Leitos rolled his eyes, and saw that Ba’Sel had not escaped, after all. An involuntary groan passed Leitos’s lips. His mentor hung naked ten feet off the ground, skewered by a tapered wooden post topped with a maroon-streaked point of burnished steel. Beyond him hung more men. Yatoans. Those few who had pledged to fight Peropis, those who had trusted in Leitos’s belief that the enslaved of Geldain would rise up against their masters, if only someone showed them they could. Instead, his companions had been pierced, while the folk they had sought to free sat in silent attendance, offering no help.
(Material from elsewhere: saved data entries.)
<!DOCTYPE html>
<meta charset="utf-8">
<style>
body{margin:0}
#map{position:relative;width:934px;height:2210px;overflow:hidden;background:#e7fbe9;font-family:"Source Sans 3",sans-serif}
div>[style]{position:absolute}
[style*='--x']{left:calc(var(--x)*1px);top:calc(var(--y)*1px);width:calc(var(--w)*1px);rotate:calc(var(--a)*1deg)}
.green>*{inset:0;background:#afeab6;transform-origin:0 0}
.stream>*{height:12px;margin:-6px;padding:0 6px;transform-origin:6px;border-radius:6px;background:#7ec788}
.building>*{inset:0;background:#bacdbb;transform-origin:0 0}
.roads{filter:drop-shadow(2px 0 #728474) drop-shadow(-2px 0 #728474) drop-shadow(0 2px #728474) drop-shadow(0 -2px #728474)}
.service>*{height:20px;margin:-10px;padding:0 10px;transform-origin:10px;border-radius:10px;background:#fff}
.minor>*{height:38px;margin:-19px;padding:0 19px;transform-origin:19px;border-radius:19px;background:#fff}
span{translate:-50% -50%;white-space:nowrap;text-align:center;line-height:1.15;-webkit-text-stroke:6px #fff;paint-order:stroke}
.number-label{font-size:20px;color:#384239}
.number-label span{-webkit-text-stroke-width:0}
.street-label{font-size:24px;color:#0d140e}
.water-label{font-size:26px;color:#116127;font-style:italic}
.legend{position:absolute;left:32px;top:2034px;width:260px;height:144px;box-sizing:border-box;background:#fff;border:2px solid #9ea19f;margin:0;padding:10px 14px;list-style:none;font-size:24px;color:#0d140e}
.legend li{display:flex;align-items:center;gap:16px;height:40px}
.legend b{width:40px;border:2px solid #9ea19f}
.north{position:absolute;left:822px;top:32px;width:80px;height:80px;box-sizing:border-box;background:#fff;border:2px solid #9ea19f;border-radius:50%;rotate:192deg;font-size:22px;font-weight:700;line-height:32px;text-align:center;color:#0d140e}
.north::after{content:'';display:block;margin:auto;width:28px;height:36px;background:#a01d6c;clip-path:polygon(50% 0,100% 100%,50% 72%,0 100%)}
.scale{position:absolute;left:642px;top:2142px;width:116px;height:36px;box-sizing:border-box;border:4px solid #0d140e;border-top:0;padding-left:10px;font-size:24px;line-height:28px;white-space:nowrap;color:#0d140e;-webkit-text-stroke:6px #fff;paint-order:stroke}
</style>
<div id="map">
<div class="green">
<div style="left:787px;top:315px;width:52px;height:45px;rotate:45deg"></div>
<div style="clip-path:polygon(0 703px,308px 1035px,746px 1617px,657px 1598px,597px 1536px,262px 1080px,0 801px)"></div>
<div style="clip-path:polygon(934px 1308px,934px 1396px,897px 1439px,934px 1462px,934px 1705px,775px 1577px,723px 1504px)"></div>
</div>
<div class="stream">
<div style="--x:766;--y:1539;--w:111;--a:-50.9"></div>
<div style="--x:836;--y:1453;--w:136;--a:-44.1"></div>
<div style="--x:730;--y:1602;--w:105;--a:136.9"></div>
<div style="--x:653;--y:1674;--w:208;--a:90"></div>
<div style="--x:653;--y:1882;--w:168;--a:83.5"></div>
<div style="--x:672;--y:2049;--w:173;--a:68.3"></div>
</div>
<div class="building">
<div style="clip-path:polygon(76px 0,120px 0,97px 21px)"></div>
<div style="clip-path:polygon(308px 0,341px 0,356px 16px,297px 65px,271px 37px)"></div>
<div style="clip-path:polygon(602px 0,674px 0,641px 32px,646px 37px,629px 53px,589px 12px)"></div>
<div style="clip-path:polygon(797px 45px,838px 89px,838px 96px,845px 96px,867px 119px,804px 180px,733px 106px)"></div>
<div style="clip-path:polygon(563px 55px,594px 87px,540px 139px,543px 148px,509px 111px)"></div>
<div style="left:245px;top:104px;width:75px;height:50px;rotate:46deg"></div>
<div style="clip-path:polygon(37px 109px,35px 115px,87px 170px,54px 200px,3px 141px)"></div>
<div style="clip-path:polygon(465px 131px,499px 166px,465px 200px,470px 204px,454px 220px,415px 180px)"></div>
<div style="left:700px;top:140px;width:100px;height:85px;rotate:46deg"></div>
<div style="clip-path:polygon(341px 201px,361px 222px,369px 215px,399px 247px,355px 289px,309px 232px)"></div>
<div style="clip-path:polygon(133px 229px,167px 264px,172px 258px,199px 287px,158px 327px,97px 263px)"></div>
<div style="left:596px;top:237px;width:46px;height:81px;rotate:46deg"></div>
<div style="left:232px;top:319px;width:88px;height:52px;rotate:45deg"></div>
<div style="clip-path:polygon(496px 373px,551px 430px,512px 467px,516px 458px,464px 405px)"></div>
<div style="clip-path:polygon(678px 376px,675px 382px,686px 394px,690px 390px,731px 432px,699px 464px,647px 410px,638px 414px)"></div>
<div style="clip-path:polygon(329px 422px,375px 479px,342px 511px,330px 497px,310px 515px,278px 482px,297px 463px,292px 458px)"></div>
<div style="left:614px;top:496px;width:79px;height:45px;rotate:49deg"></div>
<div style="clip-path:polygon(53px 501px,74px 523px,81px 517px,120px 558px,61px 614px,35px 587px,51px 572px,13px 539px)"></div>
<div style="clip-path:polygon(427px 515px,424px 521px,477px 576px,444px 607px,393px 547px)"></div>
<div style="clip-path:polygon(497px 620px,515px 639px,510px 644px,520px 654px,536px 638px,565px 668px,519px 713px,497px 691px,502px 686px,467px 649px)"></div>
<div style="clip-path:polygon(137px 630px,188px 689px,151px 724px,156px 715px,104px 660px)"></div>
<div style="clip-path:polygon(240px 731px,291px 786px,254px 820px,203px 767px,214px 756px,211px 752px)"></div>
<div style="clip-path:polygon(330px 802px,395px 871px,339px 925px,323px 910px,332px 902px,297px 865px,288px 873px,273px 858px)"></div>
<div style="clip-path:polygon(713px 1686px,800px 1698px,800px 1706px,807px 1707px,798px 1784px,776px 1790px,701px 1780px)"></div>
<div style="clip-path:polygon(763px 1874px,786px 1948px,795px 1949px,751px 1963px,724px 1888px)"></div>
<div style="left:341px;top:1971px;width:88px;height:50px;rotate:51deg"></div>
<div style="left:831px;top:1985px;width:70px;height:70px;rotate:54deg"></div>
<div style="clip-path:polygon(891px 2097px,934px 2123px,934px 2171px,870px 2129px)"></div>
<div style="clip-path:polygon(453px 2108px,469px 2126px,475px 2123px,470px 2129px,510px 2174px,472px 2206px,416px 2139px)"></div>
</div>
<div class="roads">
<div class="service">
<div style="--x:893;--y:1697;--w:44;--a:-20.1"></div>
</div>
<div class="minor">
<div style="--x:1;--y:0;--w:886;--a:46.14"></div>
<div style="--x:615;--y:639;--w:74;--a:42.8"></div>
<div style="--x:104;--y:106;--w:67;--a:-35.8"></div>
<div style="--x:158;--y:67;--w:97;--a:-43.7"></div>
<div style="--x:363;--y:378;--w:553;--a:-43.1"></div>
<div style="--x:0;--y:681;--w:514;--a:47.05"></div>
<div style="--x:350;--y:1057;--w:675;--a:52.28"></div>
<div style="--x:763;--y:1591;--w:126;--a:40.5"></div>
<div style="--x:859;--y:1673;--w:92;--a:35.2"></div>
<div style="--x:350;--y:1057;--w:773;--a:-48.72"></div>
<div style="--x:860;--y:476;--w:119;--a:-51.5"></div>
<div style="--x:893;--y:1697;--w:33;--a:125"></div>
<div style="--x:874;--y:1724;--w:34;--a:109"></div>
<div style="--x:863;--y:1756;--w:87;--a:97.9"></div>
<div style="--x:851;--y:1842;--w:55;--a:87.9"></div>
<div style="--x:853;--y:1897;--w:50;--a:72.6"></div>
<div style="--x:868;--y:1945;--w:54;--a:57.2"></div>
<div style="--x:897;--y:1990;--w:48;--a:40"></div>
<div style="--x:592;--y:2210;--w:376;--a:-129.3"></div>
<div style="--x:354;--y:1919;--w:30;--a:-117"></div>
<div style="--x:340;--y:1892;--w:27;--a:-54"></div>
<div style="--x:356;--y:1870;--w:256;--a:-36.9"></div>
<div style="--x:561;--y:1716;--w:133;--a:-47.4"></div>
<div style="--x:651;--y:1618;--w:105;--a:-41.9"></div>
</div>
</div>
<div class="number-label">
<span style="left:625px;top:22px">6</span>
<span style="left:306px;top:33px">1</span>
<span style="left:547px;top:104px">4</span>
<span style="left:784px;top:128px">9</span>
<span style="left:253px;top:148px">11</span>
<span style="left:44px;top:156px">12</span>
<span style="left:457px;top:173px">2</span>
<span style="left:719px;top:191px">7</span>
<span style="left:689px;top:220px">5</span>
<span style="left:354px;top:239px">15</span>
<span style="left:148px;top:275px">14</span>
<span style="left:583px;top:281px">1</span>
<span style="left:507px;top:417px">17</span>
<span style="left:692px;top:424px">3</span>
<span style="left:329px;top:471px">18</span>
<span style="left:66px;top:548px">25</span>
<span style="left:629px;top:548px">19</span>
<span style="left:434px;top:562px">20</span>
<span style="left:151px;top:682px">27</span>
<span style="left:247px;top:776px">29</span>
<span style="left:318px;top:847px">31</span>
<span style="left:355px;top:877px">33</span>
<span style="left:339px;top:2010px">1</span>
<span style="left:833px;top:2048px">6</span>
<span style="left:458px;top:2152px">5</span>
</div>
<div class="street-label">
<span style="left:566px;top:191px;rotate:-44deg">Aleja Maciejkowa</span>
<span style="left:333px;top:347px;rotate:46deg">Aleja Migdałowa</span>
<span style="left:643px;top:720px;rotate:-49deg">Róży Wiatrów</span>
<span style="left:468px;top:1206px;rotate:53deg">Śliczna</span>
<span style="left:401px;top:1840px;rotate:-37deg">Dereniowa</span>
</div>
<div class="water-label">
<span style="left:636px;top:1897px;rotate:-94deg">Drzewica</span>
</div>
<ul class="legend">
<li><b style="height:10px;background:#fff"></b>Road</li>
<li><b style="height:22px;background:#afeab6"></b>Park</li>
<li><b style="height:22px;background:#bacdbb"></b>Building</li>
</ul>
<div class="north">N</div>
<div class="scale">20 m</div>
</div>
Leitos’s groan became a fearful sob when he realized that he was on a level with his impaled companions. Of their own volition, his eyes turned upward to find a steel point jabbing toward the sky above him. He closed his eyes. He wanted to go back to the place where the spindle turned, and hide there forever.

That desire eluded him.

Within the void of his mind, he heard another of Adham’s tales, this one about how Alon’mahk’lar took great care in
threading
men, and how it was common for their victims to live on for many grueling days, before death finally stole them away.

When he heard the rattle of harnesses and the creak of axles, Leitos refused to open his eyes. He did not want to know what was coming before him. He heard a soft murmur from the seated denizens of Zuladah, and he couldn’t refuse any longer.

Muranna stood atop the seat of a long wagon, much like those used by gate guards to collect the king’s obligations. She wore regal blue-and-cream silks. A delicate golden crown held her braided hair in place.

Leitos’s gaze fell to the contents of the wagon—another impaled man, but his post had been driven through him in the opposite direction, so that the thick end was buried in his neck, thrusting his head to one side at a severe angle. The man’s mouth opened and closed weakly. No sound came. Neither could he see, for his eyes had been sewn shut. Blood was caked in his long, iron-gray hair. It took a moment longer for Leitos to recognize that the gasping man was his father.